→ Problem details: Copy out each line of the entries where the word "number" is present.

→ Stored data entries:
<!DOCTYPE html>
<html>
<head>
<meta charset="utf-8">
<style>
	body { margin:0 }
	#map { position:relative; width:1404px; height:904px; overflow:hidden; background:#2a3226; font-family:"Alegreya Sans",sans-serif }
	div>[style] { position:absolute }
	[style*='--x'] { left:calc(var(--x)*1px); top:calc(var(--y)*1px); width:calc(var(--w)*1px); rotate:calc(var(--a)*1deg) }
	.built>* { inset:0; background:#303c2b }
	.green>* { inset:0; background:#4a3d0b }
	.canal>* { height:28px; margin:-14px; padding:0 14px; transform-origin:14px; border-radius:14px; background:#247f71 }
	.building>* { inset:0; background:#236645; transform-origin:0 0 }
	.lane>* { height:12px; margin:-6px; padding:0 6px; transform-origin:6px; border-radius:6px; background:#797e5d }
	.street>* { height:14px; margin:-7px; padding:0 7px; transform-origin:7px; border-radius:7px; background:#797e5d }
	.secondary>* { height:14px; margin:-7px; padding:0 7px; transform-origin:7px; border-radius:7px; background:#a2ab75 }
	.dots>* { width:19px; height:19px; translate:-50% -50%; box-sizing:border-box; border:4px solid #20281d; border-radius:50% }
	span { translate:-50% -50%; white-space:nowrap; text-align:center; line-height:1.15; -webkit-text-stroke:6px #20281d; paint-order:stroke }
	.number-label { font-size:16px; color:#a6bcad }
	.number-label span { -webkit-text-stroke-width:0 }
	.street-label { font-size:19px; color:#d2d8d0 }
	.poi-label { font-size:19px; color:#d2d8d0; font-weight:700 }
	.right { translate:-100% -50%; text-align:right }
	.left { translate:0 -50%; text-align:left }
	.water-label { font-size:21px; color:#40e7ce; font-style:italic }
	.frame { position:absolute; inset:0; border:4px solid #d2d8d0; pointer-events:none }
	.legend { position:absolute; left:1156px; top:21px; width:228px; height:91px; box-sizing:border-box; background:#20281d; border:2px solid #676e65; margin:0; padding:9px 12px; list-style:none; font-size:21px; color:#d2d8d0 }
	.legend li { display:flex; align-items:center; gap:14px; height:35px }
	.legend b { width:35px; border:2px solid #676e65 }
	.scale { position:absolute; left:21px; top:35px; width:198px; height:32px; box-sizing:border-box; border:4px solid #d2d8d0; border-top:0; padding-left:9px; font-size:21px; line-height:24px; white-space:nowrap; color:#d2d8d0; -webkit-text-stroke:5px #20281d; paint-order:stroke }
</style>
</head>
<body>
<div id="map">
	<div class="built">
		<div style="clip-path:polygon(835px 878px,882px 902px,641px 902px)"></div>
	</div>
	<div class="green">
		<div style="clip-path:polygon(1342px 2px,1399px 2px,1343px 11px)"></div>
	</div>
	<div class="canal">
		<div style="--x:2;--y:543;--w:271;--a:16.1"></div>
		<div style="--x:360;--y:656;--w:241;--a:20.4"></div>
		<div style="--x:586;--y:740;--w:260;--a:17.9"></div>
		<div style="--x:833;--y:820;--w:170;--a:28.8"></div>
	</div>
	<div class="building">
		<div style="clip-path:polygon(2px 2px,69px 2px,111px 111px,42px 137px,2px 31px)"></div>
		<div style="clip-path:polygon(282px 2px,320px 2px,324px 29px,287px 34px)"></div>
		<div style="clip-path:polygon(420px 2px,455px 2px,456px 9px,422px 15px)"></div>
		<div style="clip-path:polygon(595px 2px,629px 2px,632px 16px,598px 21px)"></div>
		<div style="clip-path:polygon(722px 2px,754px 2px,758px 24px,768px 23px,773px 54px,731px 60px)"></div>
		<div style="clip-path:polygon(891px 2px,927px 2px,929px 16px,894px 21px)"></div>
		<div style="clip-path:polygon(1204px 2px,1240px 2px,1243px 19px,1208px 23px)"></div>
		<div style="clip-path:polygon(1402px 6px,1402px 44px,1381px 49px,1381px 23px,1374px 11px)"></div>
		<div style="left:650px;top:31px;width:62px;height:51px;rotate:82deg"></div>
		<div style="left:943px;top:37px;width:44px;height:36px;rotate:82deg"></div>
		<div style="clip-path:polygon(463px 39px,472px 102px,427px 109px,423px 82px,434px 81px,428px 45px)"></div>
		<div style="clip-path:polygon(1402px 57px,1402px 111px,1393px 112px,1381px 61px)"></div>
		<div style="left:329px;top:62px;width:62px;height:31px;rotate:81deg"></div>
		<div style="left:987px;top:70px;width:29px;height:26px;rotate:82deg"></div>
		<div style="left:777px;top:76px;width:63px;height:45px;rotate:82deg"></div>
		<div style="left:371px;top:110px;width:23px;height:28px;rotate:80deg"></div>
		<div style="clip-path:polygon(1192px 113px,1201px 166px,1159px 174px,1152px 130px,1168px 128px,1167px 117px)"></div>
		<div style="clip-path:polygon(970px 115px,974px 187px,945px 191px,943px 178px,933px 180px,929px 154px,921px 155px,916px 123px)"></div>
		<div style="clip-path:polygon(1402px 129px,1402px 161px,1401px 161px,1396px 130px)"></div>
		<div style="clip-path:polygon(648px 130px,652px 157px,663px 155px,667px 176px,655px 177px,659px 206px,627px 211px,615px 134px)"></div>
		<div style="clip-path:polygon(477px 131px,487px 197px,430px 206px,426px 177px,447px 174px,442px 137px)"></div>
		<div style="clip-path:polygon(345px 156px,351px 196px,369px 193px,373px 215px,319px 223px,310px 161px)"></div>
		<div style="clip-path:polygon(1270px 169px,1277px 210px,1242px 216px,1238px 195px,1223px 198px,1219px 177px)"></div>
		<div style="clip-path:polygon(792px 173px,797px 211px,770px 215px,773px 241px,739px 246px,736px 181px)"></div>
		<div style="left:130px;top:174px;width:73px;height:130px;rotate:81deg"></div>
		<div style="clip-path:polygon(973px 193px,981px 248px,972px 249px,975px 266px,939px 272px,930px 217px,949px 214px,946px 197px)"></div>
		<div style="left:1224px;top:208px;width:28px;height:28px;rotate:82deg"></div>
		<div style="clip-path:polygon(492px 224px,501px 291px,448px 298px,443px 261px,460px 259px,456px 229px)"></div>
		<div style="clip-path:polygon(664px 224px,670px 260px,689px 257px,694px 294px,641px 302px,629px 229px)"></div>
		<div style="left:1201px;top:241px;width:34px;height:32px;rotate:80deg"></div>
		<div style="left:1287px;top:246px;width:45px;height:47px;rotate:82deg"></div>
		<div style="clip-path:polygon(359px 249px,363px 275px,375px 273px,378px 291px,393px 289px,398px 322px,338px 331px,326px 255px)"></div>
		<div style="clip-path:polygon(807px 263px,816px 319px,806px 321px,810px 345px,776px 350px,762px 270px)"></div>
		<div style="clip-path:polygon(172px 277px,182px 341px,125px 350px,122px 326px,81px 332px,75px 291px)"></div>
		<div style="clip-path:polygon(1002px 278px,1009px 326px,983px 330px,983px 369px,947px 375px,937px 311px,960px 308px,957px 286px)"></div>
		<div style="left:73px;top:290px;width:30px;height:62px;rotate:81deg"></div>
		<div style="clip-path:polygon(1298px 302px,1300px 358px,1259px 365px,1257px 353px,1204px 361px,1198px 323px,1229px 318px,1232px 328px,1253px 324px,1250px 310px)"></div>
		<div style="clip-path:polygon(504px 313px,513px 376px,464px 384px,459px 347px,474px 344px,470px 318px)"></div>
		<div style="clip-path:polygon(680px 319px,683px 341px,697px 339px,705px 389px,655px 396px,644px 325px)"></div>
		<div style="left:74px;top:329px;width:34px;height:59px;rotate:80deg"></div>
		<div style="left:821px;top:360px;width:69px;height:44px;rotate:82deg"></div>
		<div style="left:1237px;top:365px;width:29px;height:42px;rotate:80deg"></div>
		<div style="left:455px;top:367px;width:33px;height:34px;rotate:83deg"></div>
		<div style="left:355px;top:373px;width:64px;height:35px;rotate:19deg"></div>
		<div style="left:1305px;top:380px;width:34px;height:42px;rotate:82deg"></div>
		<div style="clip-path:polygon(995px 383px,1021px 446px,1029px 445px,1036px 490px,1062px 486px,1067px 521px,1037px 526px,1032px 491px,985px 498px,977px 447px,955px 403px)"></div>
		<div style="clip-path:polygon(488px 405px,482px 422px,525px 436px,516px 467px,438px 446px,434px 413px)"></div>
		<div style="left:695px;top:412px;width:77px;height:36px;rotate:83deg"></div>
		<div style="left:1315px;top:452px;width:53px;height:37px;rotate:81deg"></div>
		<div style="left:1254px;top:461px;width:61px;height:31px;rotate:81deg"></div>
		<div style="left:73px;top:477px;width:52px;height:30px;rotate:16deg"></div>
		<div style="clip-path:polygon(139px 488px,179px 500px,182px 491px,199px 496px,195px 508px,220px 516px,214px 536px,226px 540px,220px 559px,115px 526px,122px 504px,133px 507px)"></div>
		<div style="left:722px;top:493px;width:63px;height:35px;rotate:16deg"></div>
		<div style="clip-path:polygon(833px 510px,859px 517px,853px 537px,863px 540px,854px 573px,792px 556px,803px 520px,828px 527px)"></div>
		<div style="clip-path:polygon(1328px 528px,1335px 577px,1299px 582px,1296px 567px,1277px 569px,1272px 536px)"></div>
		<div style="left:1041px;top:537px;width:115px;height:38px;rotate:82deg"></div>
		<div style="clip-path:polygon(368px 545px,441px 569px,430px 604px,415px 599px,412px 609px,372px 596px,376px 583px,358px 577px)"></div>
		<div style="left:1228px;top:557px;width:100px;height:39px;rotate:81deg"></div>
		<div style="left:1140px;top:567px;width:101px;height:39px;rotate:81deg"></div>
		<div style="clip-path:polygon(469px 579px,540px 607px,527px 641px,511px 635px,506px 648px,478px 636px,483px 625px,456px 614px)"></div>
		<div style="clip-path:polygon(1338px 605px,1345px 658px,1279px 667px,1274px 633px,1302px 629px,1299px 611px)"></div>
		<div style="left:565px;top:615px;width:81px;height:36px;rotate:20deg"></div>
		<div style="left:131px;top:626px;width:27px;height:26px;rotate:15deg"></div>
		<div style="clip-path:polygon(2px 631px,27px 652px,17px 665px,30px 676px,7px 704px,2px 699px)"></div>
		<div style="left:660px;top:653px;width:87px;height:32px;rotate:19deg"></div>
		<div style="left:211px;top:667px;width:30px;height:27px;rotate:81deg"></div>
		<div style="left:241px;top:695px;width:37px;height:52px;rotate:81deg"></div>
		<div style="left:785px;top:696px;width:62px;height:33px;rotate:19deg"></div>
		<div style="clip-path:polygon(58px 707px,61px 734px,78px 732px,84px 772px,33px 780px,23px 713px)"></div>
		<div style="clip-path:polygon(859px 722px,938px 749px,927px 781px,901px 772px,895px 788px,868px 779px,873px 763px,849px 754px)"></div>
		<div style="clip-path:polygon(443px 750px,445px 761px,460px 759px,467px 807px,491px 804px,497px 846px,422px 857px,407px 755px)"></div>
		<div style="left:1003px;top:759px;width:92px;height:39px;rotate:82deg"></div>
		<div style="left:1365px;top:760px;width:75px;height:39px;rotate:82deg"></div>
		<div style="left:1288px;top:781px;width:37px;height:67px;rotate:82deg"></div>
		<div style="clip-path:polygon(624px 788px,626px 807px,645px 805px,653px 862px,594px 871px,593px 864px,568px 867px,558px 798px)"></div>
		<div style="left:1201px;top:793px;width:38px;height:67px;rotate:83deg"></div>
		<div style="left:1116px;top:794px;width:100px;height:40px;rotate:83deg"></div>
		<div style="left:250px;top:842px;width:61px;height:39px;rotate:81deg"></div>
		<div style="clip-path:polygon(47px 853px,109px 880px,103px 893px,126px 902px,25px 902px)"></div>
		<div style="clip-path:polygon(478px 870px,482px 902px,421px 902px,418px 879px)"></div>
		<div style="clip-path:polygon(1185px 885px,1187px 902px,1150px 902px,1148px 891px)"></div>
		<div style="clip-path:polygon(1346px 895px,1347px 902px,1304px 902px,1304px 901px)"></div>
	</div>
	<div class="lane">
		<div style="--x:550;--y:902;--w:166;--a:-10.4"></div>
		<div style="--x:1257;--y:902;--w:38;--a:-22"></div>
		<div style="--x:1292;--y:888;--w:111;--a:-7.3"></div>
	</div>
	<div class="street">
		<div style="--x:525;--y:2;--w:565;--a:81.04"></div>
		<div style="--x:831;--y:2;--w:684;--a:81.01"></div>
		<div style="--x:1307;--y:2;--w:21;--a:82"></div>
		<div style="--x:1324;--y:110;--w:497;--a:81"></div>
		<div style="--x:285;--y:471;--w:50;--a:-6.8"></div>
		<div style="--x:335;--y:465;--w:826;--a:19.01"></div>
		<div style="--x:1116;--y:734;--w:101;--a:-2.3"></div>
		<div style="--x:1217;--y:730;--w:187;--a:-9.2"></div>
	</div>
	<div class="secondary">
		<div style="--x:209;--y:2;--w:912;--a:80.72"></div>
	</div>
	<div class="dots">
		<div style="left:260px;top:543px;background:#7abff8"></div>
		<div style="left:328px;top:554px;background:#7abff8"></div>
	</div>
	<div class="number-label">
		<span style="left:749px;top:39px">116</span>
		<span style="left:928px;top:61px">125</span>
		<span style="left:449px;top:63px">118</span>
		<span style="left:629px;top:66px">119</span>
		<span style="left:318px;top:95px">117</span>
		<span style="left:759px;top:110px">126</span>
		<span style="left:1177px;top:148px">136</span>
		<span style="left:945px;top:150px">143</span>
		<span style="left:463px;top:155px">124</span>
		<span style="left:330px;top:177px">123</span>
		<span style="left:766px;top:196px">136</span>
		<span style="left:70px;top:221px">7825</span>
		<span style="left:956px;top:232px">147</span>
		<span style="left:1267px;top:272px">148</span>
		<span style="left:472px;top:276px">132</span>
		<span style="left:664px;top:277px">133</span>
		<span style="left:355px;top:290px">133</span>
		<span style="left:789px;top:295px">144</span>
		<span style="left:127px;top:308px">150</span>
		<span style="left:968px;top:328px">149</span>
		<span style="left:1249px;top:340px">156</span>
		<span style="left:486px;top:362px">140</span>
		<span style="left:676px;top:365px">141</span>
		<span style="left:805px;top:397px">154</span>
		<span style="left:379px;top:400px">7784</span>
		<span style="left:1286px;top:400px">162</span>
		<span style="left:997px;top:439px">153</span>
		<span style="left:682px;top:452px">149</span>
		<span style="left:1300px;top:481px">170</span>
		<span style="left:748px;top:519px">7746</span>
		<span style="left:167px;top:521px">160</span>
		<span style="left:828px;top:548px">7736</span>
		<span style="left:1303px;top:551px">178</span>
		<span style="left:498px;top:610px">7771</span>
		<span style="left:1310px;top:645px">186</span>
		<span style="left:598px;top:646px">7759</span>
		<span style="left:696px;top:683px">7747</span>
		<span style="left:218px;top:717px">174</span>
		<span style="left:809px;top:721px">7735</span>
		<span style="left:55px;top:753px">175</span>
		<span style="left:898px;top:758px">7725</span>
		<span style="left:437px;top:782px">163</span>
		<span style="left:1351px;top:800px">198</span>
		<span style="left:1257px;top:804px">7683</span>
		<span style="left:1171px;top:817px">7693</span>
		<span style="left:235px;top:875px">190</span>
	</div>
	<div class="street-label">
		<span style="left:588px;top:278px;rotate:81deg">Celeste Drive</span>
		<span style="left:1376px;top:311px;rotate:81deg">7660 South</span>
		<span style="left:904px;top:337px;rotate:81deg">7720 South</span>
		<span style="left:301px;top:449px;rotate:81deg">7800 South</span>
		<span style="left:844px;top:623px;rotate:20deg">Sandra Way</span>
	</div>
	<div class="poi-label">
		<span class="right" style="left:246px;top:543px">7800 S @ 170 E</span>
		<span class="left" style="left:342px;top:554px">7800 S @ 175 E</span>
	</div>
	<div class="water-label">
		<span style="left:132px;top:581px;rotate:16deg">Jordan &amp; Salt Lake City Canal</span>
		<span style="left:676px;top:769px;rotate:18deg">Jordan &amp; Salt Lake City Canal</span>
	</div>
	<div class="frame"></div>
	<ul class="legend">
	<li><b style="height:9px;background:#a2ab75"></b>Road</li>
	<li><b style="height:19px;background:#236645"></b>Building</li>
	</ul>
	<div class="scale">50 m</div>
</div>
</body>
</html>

→ Result of the task:
	.number-label { font-size:16px; color:#a6bcad }
	.number-label span { -webkit-text-stroke-width:0 }
	<div class="number-label">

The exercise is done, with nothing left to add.